Fire officials said those lines, as well as a burn scar from a fire last year, should help protect Susanville. But a greater concern, with the unpredictability of the winds, is that embers could fly ahead and start spot fires.

“We’re literally at the whim of the wind right now,” said Lisa Bernard, a spokeswoman for the Lassen County Sheriff’s Office. “There is definitely a threat.”

The economic base of Susanville, the county seat, largely relies on the nearby prisons. The state recently announced plans to close one of the facilities there; inmate populations have declined because of criminal justice reforms including sentencing.

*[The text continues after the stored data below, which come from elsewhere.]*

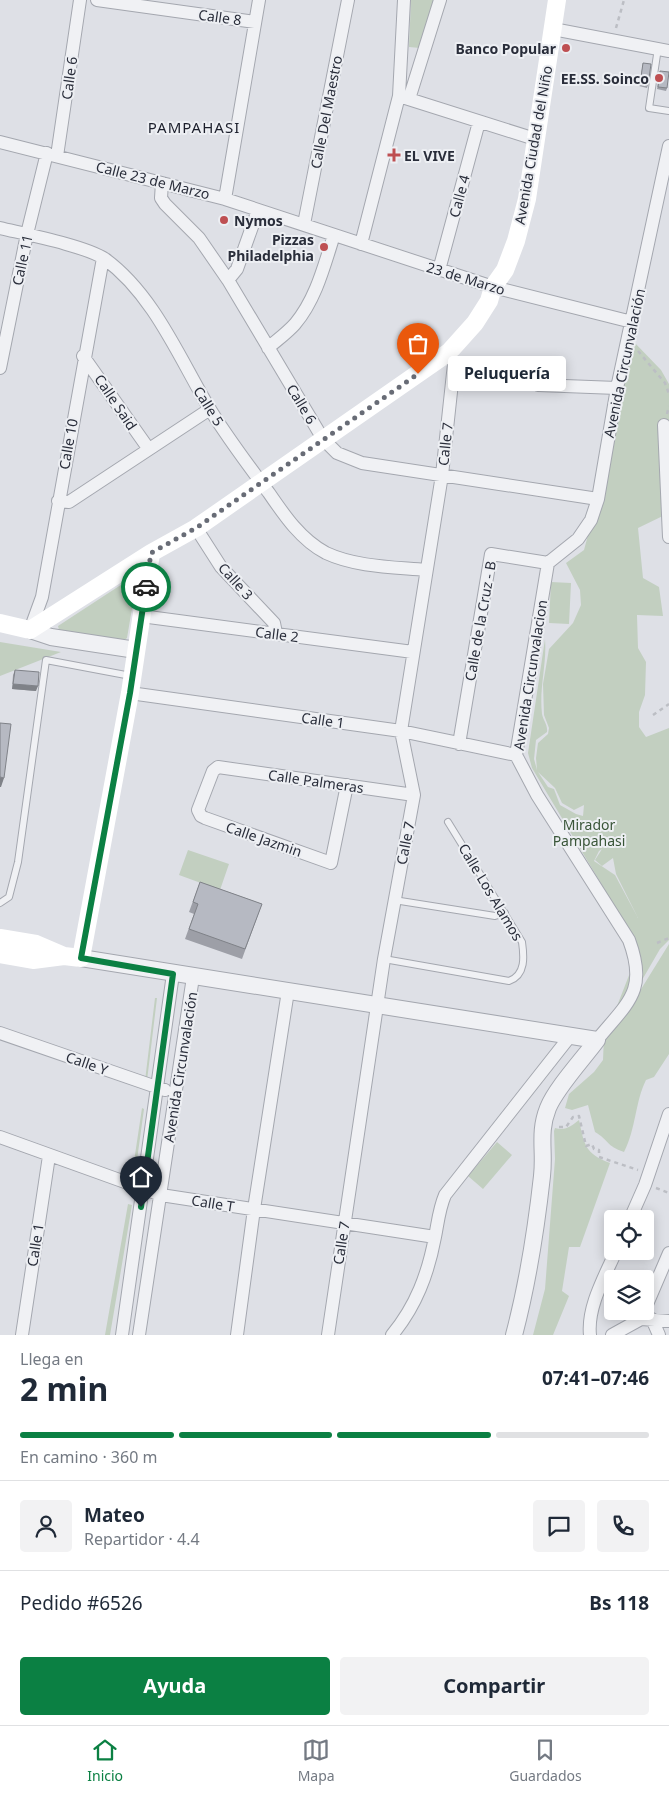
<!DOCTYPE html>
<html lang="es">
<head>
<meta charset="utf-8">
<style>
	:root { --surface:#fff; --page:#f2f2f3; --text:#1f2937; --muted:#747a83; --line:#e0e1e3; --accent:#0b8043 }
	body { margin:0; font-family:"Noto Sans",sans-serif; background:var(--page); color:var(--text); height:100vh; display:flex; flex-direction:column; font-size:19px; white-space:nowrap }
	* { box-sizing:border-box; margin:0 }
	p { font-size:16px; color:var(--muted) }
	.icon { flex:none; width:28px; height:28px; fill:none; stroke:currentColor; stroke-width:2; stroke-linecap:round; stroke-linejoin:round }
	.map { position:relative; height:1335px; overflow:hidden }
	.drawer { display:flex; flex-direction:column; background:var(--surface); flex:1 }
	.drawer>* { flex:none }
	.tools { position:absolute; left:604px; top:1210px; display:grid; gap:10px }
	.tools a { display:grid; place-items:center; width:50px; height:50px; border-radius:5px; background:var(--surface); box-shadow:0 2px 12px #0003; font-size:25px }
	.pin { position:absolute; display:grid; place-items:center; width:42px; height:42px; color:#fff; margin:-51px -21px; border-radius:50% 50% 50% 0; rotate:-45deg; box-shadow:0 0 5px #0007 }
	.pin .icon { rotate:45deg }
	.courier { position:absolute; display:grid; place-items:center; width:50px; height:50px; margin:-25px; border:4px solid #0b8043; border-radius:50%; background:#fff; color:#222; box-shadow:0 1px 6px #0007 }
	.bubble { position:absolute; height:35px; border-radius:5px; background:var(--surface); box-shadow:0 2px 12px #0003; font-size:16px; font-weight:700; line-height:35px; text-align:center }
	.head em { font-style:normal; font-weight:700 }
	.head div { display:flex; flex-direction:column-reverse }
	.head { display:flex; align-items:center; justify-content:space-between; height:85px; padding:0 20px }
	h1 { font-size:32px; font-weight:700; line-height:38px }
	.bar { display:grid; grid-template-columns:repeat(4,1fr); gap:8px 5px; align-content:center; height:60px; padding:0 20px }
	.bar i { height:6px; border-radius:4px; background:var(--line) }
	.bar .current { background:var(--accent) }
	.bar p { grid-column:span 4 }
	.line { display:flex; align-items:center; gap:12px; padding:0 20px; border-top:1px solid var(--line) }
	.line div { flex:1 }
	.round { display:grid; place-items:center; flex:none; width:52px; height:52px; border-radius:5px; background:var(--page) }
	.primary-button { display:flex; gap:10px; margin-top:auto; padding:10px 20px }
	.primary-button a { flex:1; height:58px; border-radius:5px; background:var(--accent); color:#fff; font-size:20px; font-weight:700; line-height:58px; text-align:center }
	.primary-button a+a { background:var(--page); color:var(--text) }
	.dock { display:flex; justify-content:space-around; align-items:center; height:70px; border-top:1px solid var(--line); background:var(--surface); font-size:14px; color:var(--muted) }
	.dock a { display:grid; justify-items:center; gap:2px }
	.dock .current { color:var(--accent) }
	.map>svg:first-child { display:block }
	.green { fill:#c2cfc0; fill-rule:evenodd }
	.lines { fill:none; stroke-linecap:round; stroke-linejoin:round }
	.service-casing { stroke:#a4a7af; stroke-width:8 }
	.minor-casing { stroke:#a4a7af; stroke-width:14 }
	.tertiary-casing { stroke:#a4a7af; stroke-width:18 }
	.path { stroke:#bcbec4; stroke-width:2.5; stroke-dasharray:4 4; stroke-linecap:butt }
	.service { stroke:#f0f1f4; stroke-width:6 }
	.minor { stroke:#f0f1f4; stroke-width:12 }
	.tertiary { stroke:#f0f1f4; stroke-width:16 }
	.secondary { stroke:#fff; stroke-width:18 }
	.wall { fill:#9d9fa7 }
	.shaded-wall { fill:#7f8288 }
	.building { fill:#b6b9c2; stroke:#7f8288 }
	.done { stroke:#686c76; stroke-width:5; stroke-dasharray:0 9 }
	.route { stroke:#0b8043; stroke-width:6 }
	.poi-dot { fill:#be4f52; stroke:#edeff3; stroke-width:2 }
	.labels { text-anchor:middle; dominant-baseline:central; stroke-width:4; stroke-linejoin:round; paint-order:stroke }
	.street-label { font-size:14px; fill:#292d3a; stroke:#edeff3 }
	.poi-label { font-size:14px; font-weight:bold; fill:#292d3a; stroke:#edeff3; text-anchor:end }
	.park-label { font-size:14px; fill:#395538; stroke:#edeff3 }
	.neighbourhood-label { font-size:15px; letter-spacing:1px; fill:#1b1e2b; stroke:#edeff3 }
</style>
</head>
<body>
<div class="map">
<svg width="669" height="1335" viewBox="0 0 669 1335">
	<rect width="100%" height="100%" fill="#dee0e6"/>
	<path class="green" d="M411,0H436L420,48L409,47Z
		M633,341L661,370L669,384V513L638,528L643,578L659,587L663,616L637,615L638,648L646,662L645,695L639,712V727L646,737L669,728V940L660,949L627,1006L610,1024L635,960L615,907L532,768L528,753L545,639C547,664 539,688 542,714C543,720 548,725 547,732L536,740L534,759L537,770L536,758L538,743L548,734L549,728L544,715L543,684L549,649L573,623L581,605L580,590L566,563L584,550L609,457ZM538,772L555,788L562,803L574,810L584,805L583,816L576,814L560,805L554,789L548,787ZM602,849L595,860L602,866L613,858L616,874L638,918L615,875L594,861L599,851Z
		M133,577L137,579L127,638L123,641L59,630L58,626Z
		M551,582L571,583L569,624L549,623Z
		M0,642L61,652L0,676Z
		M188,850L229,864L220,890L179,875Z
		M669,944V1054L654,1077L646,1080C635,1102 636,1129 624,1152C606,1146 609,1140 595,1132L588,1105L572,1110L565,1108L569,1094L594,1072L603,1060L604,1036L630,1007Z
		M155,998H157L146,1089H144Z
		M142,1108L144,1109L133,1189L130,1188Z
		M579,1120C584,1144 585,1154 610,1163L580,1247H569L562,1291L569,1296L553,1335H533L545,1289L555,1159L554,1131L555,1128C566,1131 571,1126 579,1120Z
		M497,1142L512,1155L483,1189L468,1176Z
		M128,1204L132,1205L110,1335H105Z"/>
	<g class="lines">
		<g class="service-casing">
			<path id="service" d="M658,48L649,108L669,111
				M394,900L495,916L505,913
				M0,903L9,897L18,862L46,660L131,676
				M384,959L509,981C526,975 524,956 522,942L448,822"/>
		</g>
		<g class="minor-casing">
			<path id="minor" d="M97,0L255,22
				M553,29L669,51
				M399,96L535,139
				M409,99L440,0
				M0,142L225,199L493,287L632,322
				M57,156L80,0
				M162,183L161,198L165,204L199,238L228,280L323,439L337,453L362,463L598,499
				M225,199L259,0
				M304,224L348,0
				M0,228C25,234 86,246 105,259C153,294 179,357 208,406C226,436 248,465 269,493C284,515 301,540 326,553C356,567 393,567 426,570
				M361,244L399,96L404,0
				M439,270L479,122
				M228,280L237,269L258,210
				M268,348C277,340 287,333 295,324C316,299 324,266 334,235
				M83,356L148,448
				M0,368L27,234L47,153
				M538,385L617,388
				M664,425L669,537
				M58,501L69,502L210,409
				M196,528L221,567L274,623L276,633
				M548,563L516,755L537,795L629,940C648,991 628,1002 597,1040
				M548,563L578,539L591,520L598,499L617,388L669,146
				M141,616L413,652
				M30,630L42,597L103,258
				M130,693L401,731L516,755
				M459,744L491,554L548,563
				M347,785L331,863L205,818L201,816L198,810L213,771L218,767L414,795
				M0,1033L165,1090
				M0,1137L161,1195L435,1237
				M630,1219L645,1185L669,1114
				M645,1309L669,1253
				M652,1319L659,1335
				M22,1335L49,1156
				M122,1335L173,974
				M139,1335L193,977
				M237,1335L254,1209L288,991
				M328,1335L384,959L414,795L401,731L442,475L454,364L449,352
				M392,1335C416,1306 428,1274 435,1237C438,1222 439,1209 445,1195L571,1035
				M590,1335C587,1307 605,1276 616,1251
				M612,1335L641,1319L669,1321"/>
		</g>
		<g class="tertiary-casing">
			<path id="tertiary" d="M30,630L51,637L136,650
				M81,958L597,1040C583,1059 556,1088 548,1108C538,1133 545,1151 542,1176C536,1230 528,1282 514,1335"/>
		</g>
		<path class="path" d="M616,28L624,0
			M638,351L665,383L669,394
			M667,414L669,406
			M653,715L669,704
			M657,943L669,938
			M559,1127H566L573,1117L579,1116L586,1146L592,1144L594,1149L599,1150V1157L638,1170
			M656,1188L669,1193"/>
		<use href="#service" class="service"/>
		<use href="#minor" class="minor"/>
		<use href="#tertiary" class="tertiary"/>
		<path class="secondary" d="M0,623L30,630L151,553
			M0,938L36,944L64,956L81,958L130,693L151,553L196,528L449,352L475,323L489,301L493,287L505,270L516,241L527,199L557,0
			M0,954L33,960L64,956"/>
	</g>
	<path class="wall" d="M643,63L648,85L647,88L639,86Z
		M660,71L667,88L666,91L657,89Z
		M15,670L36,691L12,689L13,675Z
		M200,882L262,904L242,959L185,939L194,914L189,912Z"/>
	<path class="shaded-wall" d="M13,684L38,686L36,691L12,689Z
		M0,777L4,778L1,787H0Z"/>
	<path class="building" d="M643,63L651,64L648,85L640,84Z
		M660,71L669,72L667,88L658,87Z
		M15,670L39,672L38,686L13,684Z
		M0,723L11,724L4,778L0,777Z
		M200,882L262,904L245,949L189,929L198,904L193,902Z"/>
	<g class="lines">
		<path class="done" d="M146,587L151,553L196,528L418,374"/>
		<path class="route" d="M141,1207L173,974L81,958L130,693L146,587"/>
	</g>
	<g class="poi-dot">
		<circle cx="566" cy="48" r="5"/>
		<circle cx="659" cy="78" r="5"/>
		<path d="M391.5 147.5h5v5h5v5h-5v5h-5v-5h-5v-5h5z"/>
		<circle cx="224" cy="220" r="5"/>
		<circle cx="324" cy="247" r="5"/>
	</g>
	<g class="labels">
		<g class="street-label">
			<text transform="translate(220 17) rotate(8)">Calle 8</text>
			<text transform="translate(69 78) rotate(-82)">Calle 6</text>
			<text transform="translate(326 112) rotate(-79)">Calle Del Maestro</text>
			<text transform="translate(533 145) rotate(-80)">Avenida Ciudad del Niño</text>
			<text transform="translate(153 180) rotate(14)">Calle 23 de Marzo</text>
			<text transform="translate(459 196) rotate(-75)">Calle 4</text>
			<text transform="translate(22 260) rotate(-78)">Calle 11</text>
			<text transform="translate(466 278) rotate(17)">23 de Marzo</text>
			<text transform="translate(624 363) rotate(-78)">Avenida Circunvalación</text>
			<text transform="translate(116 402) rotate(56)">Calle Said</text>
			<text transform="translate(302 404) rotate(59)">Calle 6</text>
			<text transform="translate(209 406) rotate(58)">Calle 5</text>
			<text transform="translate(68 444) rotate(-80)">Calle 10</text>
			<text transform="translate(445 444) rotate(-84)">Calle 7</text>
			<text transform="translate(236 581) rotate(48)">Calle 3</text>
			<text transform="translate(480 621) rotate(-80)">Calle de la Cruz - B</text>
			<text transform="translate(277 634) rotate(7)">Calle 2</text>
			<text transform="translate(530 675) rotate(-81)">Avenida Circunvalacion</text>
			<text transform="translate(323 720) rotate(8)">Calle 1</text>
			<text transform="translate(316 781) rotate(8)">Calle Palmeras</text>
			<text transform="translate(264 839) rotate(19)">Calle Jazmin</text>
			<text transform="translate(405 843) rotate(-79)">Calle 7</text>
			<text transform="translate(491 892) rotate(59)">Calle Los Alamos</text>
			<text transform="translate(87 1063) rotate(19)">Calle Y</text>
			<text transform="translate(180 1067) rotate(-81)">Avenida Circunvalación</text>
			<text transform="translate(213 1203) rotate(9)">Calle T</text>
			<text transform="translate(341 1243) rotate(-81)">Calle 7</text>
			<text transform="translate(35 1245) rotate(-81)">Calle 1</text>
		</g>
		<g class="poi-label">
			<text x="556" y="48">Banco Popular</text>
			<text x="649" y="78">EE.SS. Soinco</text>
			<text x="404" y="155" text-anchor="start">EL VIVE</text>
			<text x="234" y="220" text-anchor="start">Nymos</text>
			<text x="314" y="239">Pizzas<tspan x="314" dy="16">Philadelphia</tspan></text>
		</g>
		<g class="park-label">
			<text x="589" y="824">Mirador<tspan x="589" dy="16">Pampahasi</tspan></text>
		</g>
		<g class="neighbourhood-label">
			<text x="194" y="127">PAMPAHASI</text>
		</g>
	</g>
</svg>
<div class="tools">
<a><svg class="icon" aria-label="locate" viewBox="0 0 24 24"><circle cx="12" cy="12" r="6"/><path d="M12 2v4M12 18v4M2 12h4M18 12h4"/></svg></a>
<a><svg class="icon" aria-label="layers" viewBox="0 0 24 24"><path d="M12 4l9 5-9 5-9-5zM3 14l9 5 9-5"/></svg></a>
</div>
<div class="pin" style="left:418px;top:374px;background:#ea580c"><svg class="icon" aria-label="bag" viewBox="0 0 24 24"><path d="M5 8h14l-1 12H6zM9 8a3 3 0 0 1 6 0"/></svg></div>
<div class="pin" style="left:141px;top:1207px;background:#1f2937"><svg class="icon" aria-label="home" viewBox="0 0 24 24"><path d="M3 11l9-7 9 7M6 9v11h12V9"/></svg></div>
<div class="courier" style="left:146px;top:587px"><svg class="icon" aria-label="car" viewBox="0 0 24 24"><path d="M5 17H2v-5l4-1 3-4h7l3 4 3 1v5h-3M9 17h6M6 11h13"/><circle cx="7" cy="17" r="2"/><circle cx="17" cy="17" r="2"/></svg></div>
<div class="bubble" style="left:448px;top:356px;width:118px">Peluquería</div>
</div>
<section class="drawer">
<div class="head"><div><h1>2 min</h1><p>Llega en</p></div><em>07:41–07:46</em></div>
<div class="bar"><i class="current"></i><i class="current"></i><i class="current"></i><i></i><p>En camino · 360 m</p></div>
<div class="line" style="height:90px"><a class="round"><svg class="icon" aria-label="person" viewBox="0 0 24 24"><circle cx="12" cy="8" r="4"/><path d="M4 21q1-7 8-7t8 7"/></svg></a><div><b>Mateo</b><p>Repartidor · 4.4</p></div><a class="round"><svg class="icon" aria-label="chat" viewBox="0 0 24 24"><path d="M4 5h16v11H9l-5 4z"/></svg></a><a class="round"><svg class="icon" aria-label="phone" viewBox="0 0 24 24"><path d="M5 4h4l2 5-3 2q2 4 5 5l2-3 5 2v4C11 20 4 13 5 4z"/></svg></a></div>
<div class="line" style="height:65px"><div>Pedido #6526</div><b>Bs 118</b></div>
<div class="primary-button"><a>Ayuda</a><a>Compartir</a></div>
</section>
<nav class="dock">
<a class="current"><svg class="icon" aria-label="home" viewBox="0 0 24 24"><path d="M3 11l9-7 9 7M6 9v11h12V9"/></svg>Inicio</a>
<a><svg class="icon" aria-label="map" viewBox="0 0 24 24"><path d="M3 6l6-2 6 2 6-2v14l-6 2-6-2-6 2zM9 4v14M15 6v14"/></svg>Mapa</a>
<a><svg class="icon" aria-label="saved" viewBox="0 0 24 24"><path d="M7 4h10v16l-5-4-5 4z"/></svg>Guardados</a>
</nav>
</body>
</html>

The plan has been met with pushback from Susanville, which has filed a lawsuit against the state in an effort to stop the closure and maintain the jobs and revenue there.

There were no plans to evacuate the state prisons on Tuesday, said Dana Simas, a spokeswoman for the California Department of Corrections and Rehabilitation. She said that the fire was about 13 miles away, and that officials had taken steps to limit the impact of unhealthy air by limiting the movement of people inside and distributing N95 masks.

Even as Susanville prepared on Tuesday for the fire, a court hearing for the city’s lawsuit to keep the prison open was supposed to go on as scheduled in the afternoon.

Dan Newton, Susanville’s interim city administrator, lives on the outskirts of town and was ordered to evacuate on Monday. He spent the night in his R.V., parked on a city street.

When reached by phone on Tuesday morning, he said he was heading into a planning meeting about the possible evacuation of the city, before attending the afternoon court hearing.

“The concern is high,” he said. “The winds are increasing in speed.”